I Very Much Recommend Dungeon Crawler Carl
I am about twenty percent into book seven of the Dungeon Crawler Carl books and it has been a blast. In particular the Audiobook versions read by Jeff Hayes. It’s funny, full of interesting twists and turns and often quite heartwarming. All while remaining very light hearted. If you like fantasy, listen to DND podcasts, or play a bunch of video games you’ll probably enjoy it too.
The mostly-non-spoiler summary of the series is that some aliens have taken over and turned the earth into a giant intergalactic game show run by a somewhat deranged AI. Surviving humans enter a dungeon, get fantasy RPG like skills and try and survive as many floors as they can. Carl, and his cat Doughnut enter the dungeon together and battle through enemies, quests and try and slowly unravel what’s going on outside the dungeon they’re now stuck in.
With the exception of a couple of the book, each cover roughly one floor of the dungeon. Each floor has it’s own theme and quirks and the duo meet up with a growing cast of friends and allies as they progress. Everyone they meet along the way is dealing with their own issues, some from before the apocalypse, some dealing with its effects. Each additional character brings their own story as they intertwine with Carl and Doughnut across the various dungeon floors.
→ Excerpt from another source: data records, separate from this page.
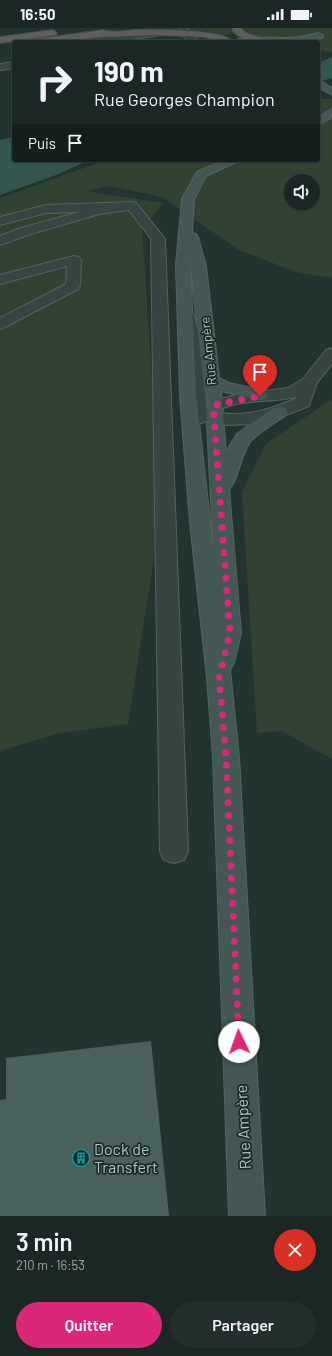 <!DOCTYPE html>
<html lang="fr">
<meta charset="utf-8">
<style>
:root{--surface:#1a2724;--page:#232f2c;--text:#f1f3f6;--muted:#9fa5a6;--line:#384441;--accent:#db2777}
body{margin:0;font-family:Barlow,sans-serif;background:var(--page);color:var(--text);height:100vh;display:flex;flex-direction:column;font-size:15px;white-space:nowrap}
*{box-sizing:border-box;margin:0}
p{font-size:13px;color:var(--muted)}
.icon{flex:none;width:22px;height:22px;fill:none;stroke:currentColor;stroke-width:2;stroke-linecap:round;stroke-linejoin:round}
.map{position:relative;height:1188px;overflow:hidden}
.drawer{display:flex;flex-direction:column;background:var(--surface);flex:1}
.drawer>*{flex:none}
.top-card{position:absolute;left:12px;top:12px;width:308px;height:122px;border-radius:4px;box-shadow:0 1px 3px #0004,0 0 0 1px var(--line);background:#1a2724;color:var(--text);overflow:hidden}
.tools{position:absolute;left:284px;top:146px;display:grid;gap:8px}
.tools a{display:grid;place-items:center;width:36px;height:36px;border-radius:50%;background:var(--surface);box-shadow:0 1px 3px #0004,0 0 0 1px var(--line);font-size:20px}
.pin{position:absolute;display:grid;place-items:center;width:34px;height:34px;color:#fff;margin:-41px -17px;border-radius:50% 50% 50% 0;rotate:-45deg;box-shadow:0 0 4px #0007}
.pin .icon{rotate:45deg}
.me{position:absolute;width:44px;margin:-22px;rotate:357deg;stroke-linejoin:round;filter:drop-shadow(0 0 3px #0008)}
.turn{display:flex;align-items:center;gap:14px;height:84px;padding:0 16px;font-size:18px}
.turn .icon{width:52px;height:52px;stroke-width:2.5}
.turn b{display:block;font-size:28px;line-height:34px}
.then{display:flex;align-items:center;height:38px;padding:0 16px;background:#0003;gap:8px;font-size:15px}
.round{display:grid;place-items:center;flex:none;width:42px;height:42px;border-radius:21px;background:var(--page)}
.overview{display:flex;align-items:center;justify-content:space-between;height:68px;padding:0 16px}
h1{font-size:24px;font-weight:600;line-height:30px}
.primary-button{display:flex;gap:8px;margin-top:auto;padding:8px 16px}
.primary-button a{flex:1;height:46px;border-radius:24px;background:var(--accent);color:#fff;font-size:16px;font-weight:600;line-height:46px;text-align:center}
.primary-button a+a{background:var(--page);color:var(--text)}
.status{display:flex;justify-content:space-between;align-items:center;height:28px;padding:0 20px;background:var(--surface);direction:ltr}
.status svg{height:11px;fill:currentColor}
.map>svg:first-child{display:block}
.green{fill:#304332;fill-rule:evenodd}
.water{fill:#34564f}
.building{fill:#4a605c}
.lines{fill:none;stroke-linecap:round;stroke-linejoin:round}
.minor-casing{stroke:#52635f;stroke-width:2}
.tertiary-casing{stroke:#52635f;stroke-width:2}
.secondary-casing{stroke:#52635f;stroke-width:2}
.trunk-casing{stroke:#3f504c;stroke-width:2}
.minor{fill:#354542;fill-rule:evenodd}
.tertiary{fill:#354542;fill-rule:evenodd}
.secondary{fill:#435854;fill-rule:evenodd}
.trunk{fill:#5e5c5c;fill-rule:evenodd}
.route{stroke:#db2777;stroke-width:7;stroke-dasharray:0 12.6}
.labels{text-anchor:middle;stroke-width:3.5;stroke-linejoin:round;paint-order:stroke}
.street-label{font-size:13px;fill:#afc2be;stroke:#1a2a26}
.near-street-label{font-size:16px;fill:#afc2be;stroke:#1a2a26}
.near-poi-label{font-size:16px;fill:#afc2be;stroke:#1a2a26;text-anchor:start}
</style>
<div class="status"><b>16:50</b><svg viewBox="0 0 49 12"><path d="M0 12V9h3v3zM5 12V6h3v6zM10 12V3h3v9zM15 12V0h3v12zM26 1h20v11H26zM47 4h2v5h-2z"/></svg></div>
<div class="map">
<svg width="332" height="1188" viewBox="0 0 332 1188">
<rect width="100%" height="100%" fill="#223430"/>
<path class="green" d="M 147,0 L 332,0 L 332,24 L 318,22 L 318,14 L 278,14 L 237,5 L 225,7 L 189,1 L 141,1 Z
M 318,67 L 323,71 L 332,71 L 332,250 L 296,244 L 239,222 L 162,169 L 110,158 L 85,163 L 163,175 L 142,202 L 161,485 L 128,696 L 59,705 L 0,723 L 0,170 L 106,132 L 318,132 ZM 291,153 L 313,153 L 313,175 L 291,175 Z
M 332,371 L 332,731 L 282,703 L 257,705 L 242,464 L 266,416 Z"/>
<path class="water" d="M 332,29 L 332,50 L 318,54 L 318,35 Z
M 14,109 L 14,132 L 90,132 L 56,147 L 0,167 L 0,112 Z"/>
<path class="building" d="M 151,1013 L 169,1188 L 0,1188 L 0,1072 L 6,1071 L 6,1030 Z"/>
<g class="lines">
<defs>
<path id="minor" d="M 181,0 L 187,0 L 199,14 L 190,14 L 183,8 L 180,2 Z
M 153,3 L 156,4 L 157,6 L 156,8 L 101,14 L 87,14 L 95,9 Z
M 14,34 L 14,40 L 0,42 L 0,36 Z
M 132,174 L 136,175 L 165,211 L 188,823 L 184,832 L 174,835 L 164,832 L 160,823 L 151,211 L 129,182 L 99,186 L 31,206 L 0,217 L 0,208 L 21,200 L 79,184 L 46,185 L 0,197 L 0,189 L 46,177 Z
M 74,228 L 79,229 L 81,232 L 80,258 L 78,261 L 5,299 L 0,301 L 0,290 L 66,256 L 67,238 L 0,256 L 0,247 Z
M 187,283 L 192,284 L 194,287 L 203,321 L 208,374 L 240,366 L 288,360 L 303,351 L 309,349 L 315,351 L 317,354 L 309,378 L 284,388 L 253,396 L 228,397 L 206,393 L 199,396 L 193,395 L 190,391 L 193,387 L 187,321 L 180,287 L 182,284 ZM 296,369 L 295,371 C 269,382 243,390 215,384 C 238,370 270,375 296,369 Z"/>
<path id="tertiary" d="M 332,320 L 332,336 L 315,357 L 309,359 L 303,357 L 301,354 L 303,351 L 326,322 Z"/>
<path id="secondary" d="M 319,5 L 323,8 L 322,10 L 298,14 L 233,14 C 242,6 275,11 288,10 C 298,10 309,7 319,5 Z
M 318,52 L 332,60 L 332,67 L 318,59 Z
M 332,81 L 332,89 L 318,97 L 318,89 Z
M 223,132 L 238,132 L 236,134 L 206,148 L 194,171 L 192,205 L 196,206 L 198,209 L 206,238 L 219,350 L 229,355 L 266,363 L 268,367 L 266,371 L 260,372 L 221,363 L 226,424 L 237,406 L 273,380 L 279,379 L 285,380 L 288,384 L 285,388 C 276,394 256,406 250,414 C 241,425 238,454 229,461 L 241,605 L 234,635 L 230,642 L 239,729 L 265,1188 L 229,1188 L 213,729 L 207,650 L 190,495 L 180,367 L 176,237 L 182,171 L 197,144 ZM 190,231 L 206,377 L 214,529 L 196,367 Z"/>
<path id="trunk" d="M 232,0 L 240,0 L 246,5 L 262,10 L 263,12 L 262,14 C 253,14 234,10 232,0 Z
M 53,2 L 57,5 L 56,7 L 0,15 L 0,9 Z
M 103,2 C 112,5 124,3 134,2 C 155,2 220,0 234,14 L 223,14 L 204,9 L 163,7 L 102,9 L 57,14 L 35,14 L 39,11 Z"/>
</defs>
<use href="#minor" class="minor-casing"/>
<use href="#tertiary" class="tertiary-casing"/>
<use href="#secondary" class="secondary-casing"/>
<use href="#trunk" class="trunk-casing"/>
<use href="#minor" class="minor"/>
<use href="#tertiary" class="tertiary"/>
<use href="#secondary" class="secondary"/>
<use href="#trunk" class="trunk"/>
</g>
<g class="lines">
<path class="route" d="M 239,1014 L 226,729 L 219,650 L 230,605 L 214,391 L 214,377 L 260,368"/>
</g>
<defs>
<symbol id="building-ring" viewBox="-11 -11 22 22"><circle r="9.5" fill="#1a2a26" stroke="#0f9aa8" stroke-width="1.5"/><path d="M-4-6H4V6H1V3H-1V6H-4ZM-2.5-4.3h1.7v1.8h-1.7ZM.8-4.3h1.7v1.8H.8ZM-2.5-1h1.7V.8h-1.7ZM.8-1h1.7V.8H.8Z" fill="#0f9aa8"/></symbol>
</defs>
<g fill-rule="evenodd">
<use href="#building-ring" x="71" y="1120" width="20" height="20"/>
</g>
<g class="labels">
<g class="street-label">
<text transform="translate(208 323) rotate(-96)" y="5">Rue Ampère</text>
</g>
<g class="near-street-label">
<text transform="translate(243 1099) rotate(-93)" y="6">Rue Ampère</text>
</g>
<g class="near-poi-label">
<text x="94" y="1127">Dock de<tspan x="94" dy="18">Transfert</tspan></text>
</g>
</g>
</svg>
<div class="tools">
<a><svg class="icon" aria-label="sound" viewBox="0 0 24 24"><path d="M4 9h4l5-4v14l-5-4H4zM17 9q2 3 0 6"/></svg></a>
</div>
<div class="pin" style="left:260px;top:368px;background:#d93025"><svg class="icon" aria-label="arrive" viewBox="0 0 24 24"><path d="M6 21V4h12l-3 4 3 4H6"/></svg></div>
<svg class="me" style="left:239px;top:1014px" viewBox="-20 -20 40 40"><circle r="19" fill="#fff"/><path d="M0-13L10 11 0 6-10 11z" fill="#db2777"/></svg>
<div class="top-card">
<div class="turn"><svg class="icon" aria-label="right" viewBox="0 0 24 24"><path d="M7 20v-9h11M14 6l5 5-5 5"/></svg><div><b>190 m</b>Rue Georges Champion</div></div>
<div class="then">Puis<svg class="icon" aria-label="arrive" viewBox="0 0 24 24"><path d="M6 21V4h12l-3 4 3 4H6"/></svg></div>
</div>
</div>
<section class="drawer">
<div class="overview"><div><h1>3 min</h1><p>210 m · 16:53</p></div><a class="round" style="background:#d93025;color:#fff"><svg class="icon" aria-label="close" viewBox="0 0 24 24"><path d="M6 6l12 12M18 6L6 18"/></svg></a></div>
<div class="primary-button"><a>Quitter</a><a>Partager</a></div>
</section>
As the books progress, more is revealed about the world outside the dungeon. The various intergalactic races, their politics and the long history of The Crawl. The world opens up and deepens the story, raising the stakes on Carl and Doughnut’s journey through the dungeon.
The book describes itself as a literary RPG. Broadly that means it plays out like a narrated video game. The book talks about skills, stats and spells. People level up and find gear. It’s all blended nicely into the narrative of the story. Most of it only exists within the gameshow being played out by the characters.
If you’re not into this sort of thing, I’d give it a chance anyway. It’s not really that pervasive and things like the constant earned achievements are fairly comedic. Warning though that some of them are a little strange. The gameplay mechanics boil down to being similar to any fantasy book and its magic system. There’s not a whole lot of deep research into how it all works, characters just work out the rules and use it to make the story more interesting.
As I mentioned I’ve been making my way through the audiobook version of the series. Jeff Hayes does an amazing job narrating the series. He voices all of the characters other than the very rare guest star. Each of the characters feels unique and interesting. The additional work around sound design takes the whole thing to the next level.
For the first few books I mostly listened to them back to back. Later books I’ve been rationing a bit as I caught up to the latest published entry in the series. I’ve been worried about reaching the end and not having any more to listen to until the next book is released.
Without going into details that would spoil the story I’m not sure how much else I can add here. The series is great, you should give it a try. It’s light, easy listening that manages to be fun and captivating at the same time. It’s not ever going to land in the book store’s literary fiction section and its not trying to. It knows when to be serious and when to poke fun at books taking themselves too seriously.